[Opening Data supplied section]

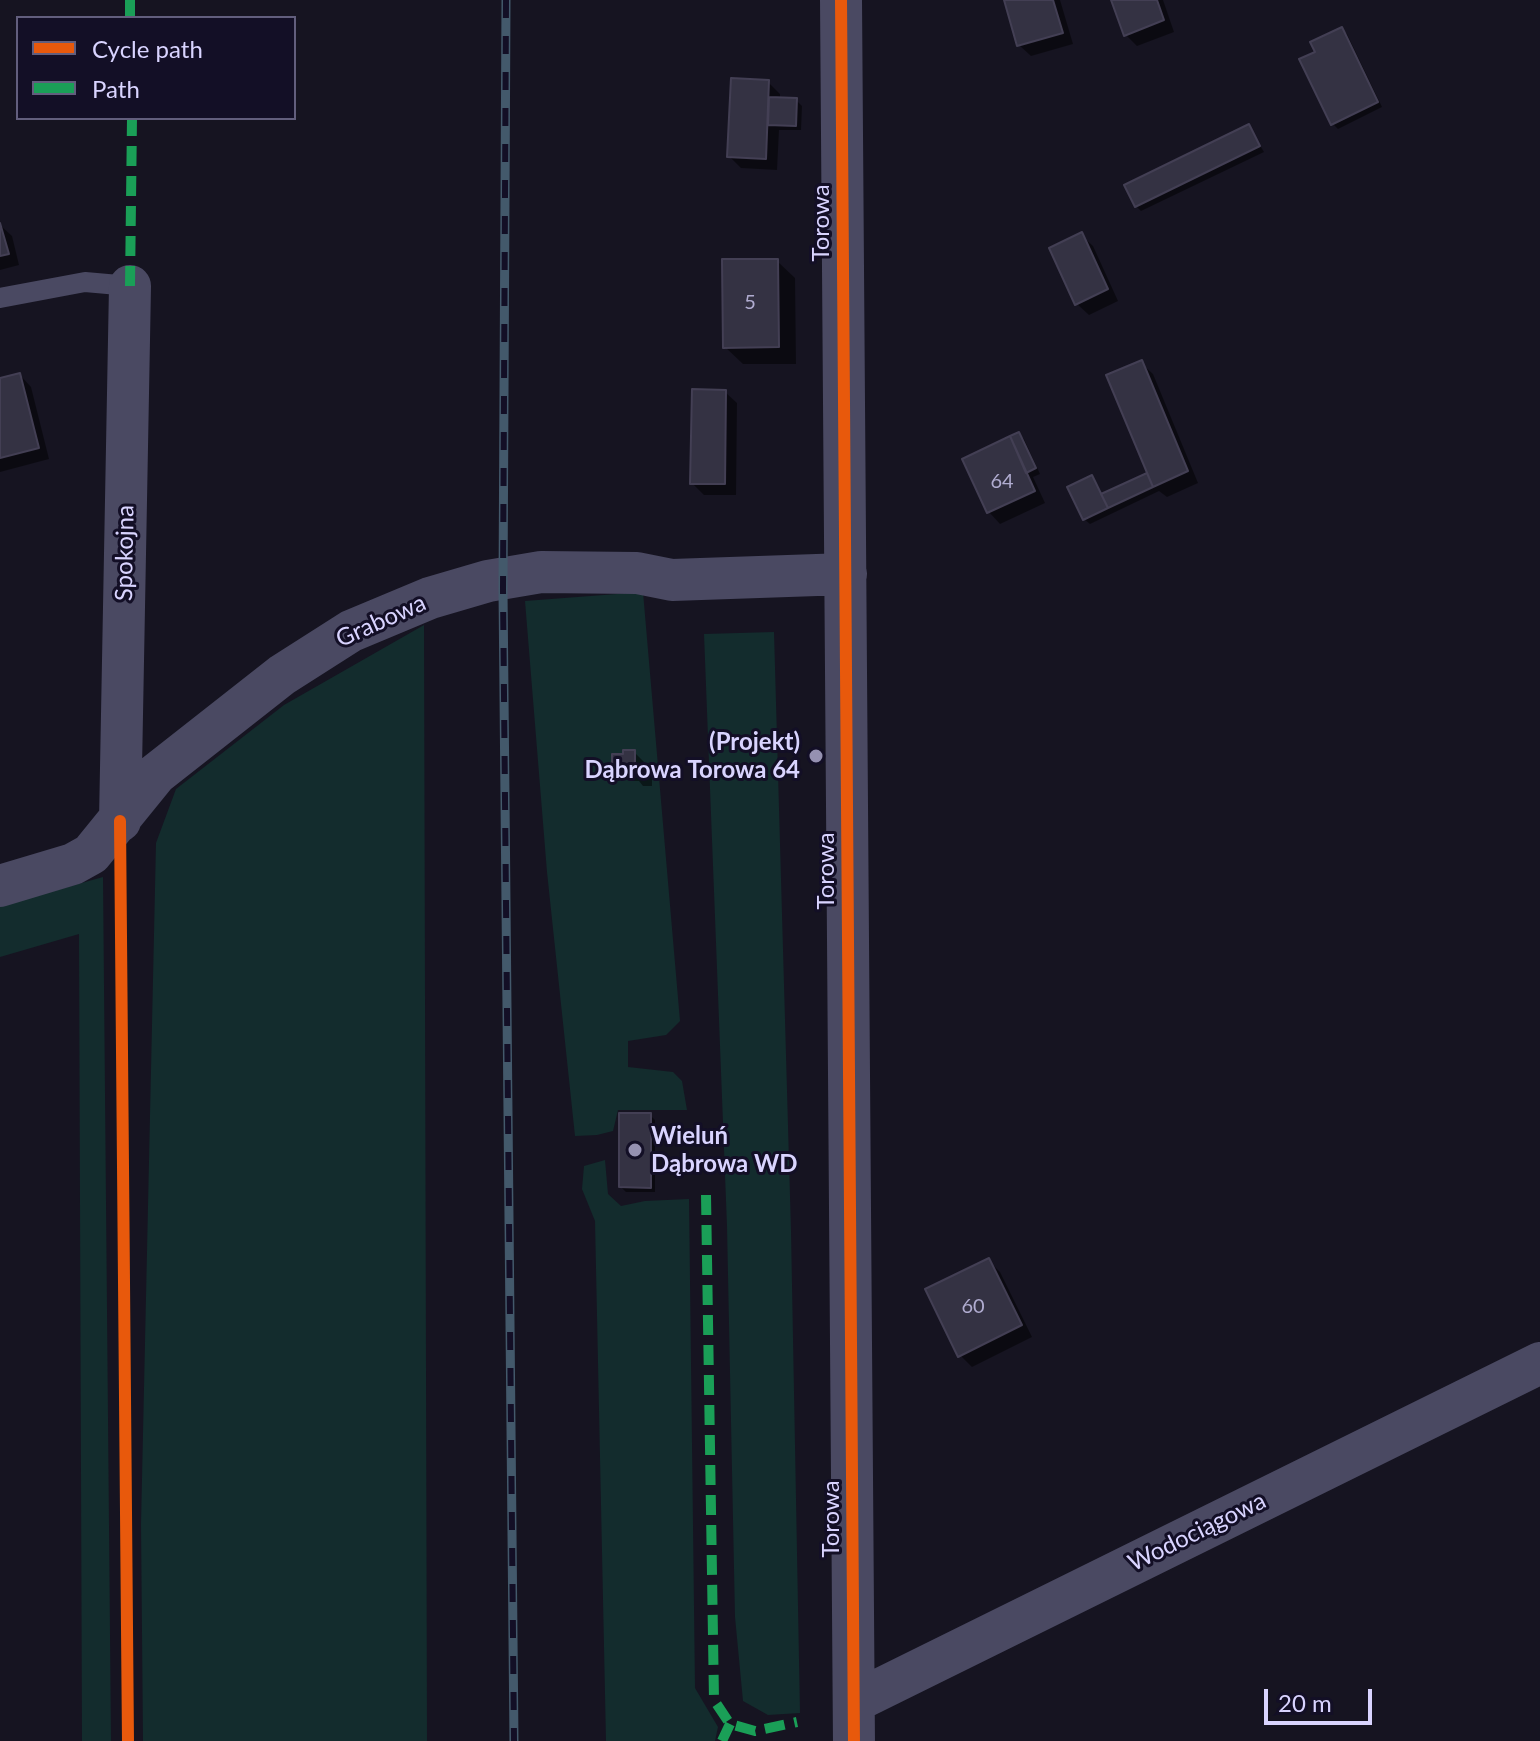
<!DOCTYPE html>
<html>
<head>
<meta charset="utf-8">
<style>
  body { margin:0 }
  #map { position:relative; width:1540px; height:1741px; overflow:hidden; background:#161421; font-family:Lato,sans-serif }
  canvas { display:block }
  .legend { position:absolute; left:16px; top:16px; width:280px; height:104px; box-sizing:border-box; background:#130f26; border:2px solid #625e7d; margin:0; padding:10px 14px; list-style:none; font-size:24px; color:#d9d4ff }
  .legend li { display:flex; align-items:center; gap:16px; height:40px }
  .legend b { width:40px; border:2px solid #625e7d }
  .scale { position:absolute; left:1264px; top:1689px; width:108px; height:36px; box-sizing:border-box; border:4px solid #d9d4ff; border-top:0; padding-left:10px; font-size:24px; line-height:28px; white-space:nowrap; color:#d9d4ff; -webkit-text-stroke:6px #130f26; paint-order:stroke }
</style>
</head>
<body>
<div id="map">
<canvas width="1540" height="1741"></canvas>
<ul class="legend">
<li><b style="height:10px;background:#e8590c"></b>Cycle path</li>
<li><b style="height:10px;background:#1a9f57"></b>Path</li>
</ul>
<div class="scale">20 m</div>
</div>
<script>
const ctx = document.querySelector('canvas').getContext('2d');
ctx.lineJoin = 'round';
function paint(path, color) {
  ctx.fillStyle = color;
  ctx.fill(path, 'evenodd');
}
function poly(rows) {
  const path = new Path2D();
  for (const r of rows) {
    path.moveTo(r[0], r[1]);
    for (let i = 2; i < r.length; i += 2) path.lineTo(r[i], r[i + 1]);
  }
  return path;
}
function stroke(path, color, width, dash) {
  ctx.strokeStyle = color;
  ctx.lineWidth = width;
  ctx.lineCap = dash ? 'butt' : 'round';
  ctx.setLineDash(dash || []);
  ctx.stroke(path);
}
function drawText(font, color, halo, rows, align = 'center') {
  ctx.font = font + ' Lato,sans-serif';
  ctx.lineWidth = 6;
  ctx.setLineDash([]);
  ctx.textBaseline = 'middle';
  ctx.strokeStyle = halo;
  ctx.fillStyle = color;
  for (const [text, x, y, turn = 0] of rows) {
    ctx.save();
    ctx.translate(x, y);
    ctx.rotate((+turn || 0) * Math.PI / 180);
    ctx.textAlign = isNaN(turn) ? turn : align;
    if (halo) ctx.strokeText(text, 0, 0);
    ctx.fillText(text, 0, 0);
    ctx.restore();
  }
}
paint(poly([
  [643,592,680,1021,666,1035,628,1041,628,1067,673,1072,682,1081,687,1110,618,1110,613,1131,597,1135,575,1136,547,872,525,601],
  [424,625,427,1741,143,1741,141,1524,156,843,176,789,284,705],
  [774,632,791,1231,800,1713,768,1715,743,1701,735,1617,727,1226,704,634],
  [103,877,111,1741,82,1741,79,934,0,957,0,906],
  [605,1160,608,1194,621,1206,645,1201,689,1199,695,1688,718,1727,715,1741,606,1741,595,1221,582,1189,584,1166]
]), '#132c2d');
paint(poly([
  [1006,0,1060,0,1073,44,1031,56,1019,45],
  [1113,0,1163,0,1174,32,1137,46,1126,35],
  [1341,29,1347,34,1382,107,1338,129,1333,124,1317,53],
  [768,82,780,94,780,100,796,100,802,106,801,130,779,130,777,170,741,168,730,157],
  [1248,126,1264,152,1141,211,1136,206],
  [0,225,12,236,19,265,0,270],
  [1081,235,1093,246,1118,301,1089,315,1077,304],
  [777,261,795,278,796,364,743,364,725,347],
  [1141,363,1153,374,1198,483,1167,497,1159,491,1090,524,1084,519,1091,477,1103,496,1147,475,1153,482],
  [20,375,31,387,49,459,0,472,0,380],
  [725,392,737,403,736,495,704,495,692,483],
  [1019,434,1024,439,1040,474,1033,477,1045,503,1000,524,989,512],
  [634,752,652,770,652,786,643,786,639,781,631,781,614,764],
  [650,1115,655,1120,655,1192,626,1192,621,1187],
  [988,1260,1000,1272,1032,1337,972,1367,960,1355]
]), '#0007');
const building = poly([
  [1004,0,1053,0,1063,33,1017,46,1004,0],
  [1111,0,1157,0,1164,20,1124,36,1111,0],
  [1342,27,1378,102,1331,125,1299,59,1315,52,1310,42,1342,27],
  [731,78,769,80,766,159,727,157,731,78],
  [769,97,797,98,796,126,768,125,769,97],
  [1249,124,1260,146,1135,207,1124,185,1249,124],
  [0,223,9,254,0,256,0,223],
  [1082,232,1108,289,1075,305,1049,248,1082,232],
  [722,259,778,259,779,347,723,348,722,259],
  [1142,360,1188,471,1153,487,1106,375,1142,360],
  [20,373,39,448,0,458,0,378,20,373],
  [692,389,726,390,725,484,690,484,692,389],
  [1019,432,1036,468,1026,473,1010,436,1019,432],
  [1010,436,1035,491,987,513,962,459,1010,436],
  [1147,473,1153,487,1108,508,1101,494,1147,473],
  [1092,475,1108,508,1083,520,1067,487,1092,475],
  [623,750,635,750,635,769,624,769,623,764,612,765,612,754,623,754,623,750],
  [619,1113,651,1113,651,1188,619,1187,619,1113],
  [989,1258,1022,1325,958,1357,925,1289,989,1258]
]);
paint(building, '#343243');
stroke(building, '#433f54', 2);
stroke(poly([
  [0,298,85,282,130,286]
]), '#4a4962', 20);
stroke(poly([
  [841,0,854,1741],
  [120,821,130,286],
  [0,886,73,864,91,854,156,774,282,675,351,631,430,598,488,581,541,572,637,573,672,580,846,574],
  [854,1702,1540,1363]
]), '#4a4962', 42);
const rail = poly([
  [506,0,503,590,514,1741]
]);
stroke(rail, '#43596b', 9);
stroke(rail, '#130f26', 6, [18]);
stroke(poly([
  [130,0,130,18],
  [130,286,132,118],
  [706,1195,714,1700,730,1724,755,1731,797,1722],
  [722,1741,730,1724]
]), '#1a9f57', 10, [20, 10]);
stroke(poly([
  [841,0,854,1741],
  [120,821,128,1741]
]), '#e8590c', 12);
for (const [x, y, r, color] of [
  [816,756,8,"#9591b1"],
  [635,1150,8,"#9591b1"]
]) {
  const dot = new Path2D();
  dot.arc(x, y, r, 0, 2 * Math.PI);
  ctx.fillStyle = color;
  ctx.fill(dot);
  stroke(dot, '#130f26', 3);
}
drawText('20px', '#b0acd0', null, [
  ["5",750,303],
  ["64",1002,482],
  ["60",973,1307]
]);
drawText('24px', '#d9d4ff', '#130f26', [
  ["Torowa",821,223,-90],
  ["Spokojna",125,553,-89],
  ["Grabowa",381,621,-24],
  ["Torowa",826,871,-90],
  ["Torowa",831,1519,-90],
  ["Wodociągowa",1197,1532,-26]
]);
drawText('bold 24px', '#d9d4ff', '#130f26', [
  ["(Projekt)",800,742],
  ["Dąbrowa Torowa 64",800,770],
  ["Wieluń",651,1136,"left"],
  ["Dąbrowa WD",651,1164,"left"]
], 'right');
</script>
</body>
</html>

[Closing Data supplied section]

◆ **Try it**
For every line in the listing above that contains "display", copy that line.

◆ **Answer below**
  canvas { display:block }
  .legend li { display:flex; align-items:center; gap:16px; height:40px }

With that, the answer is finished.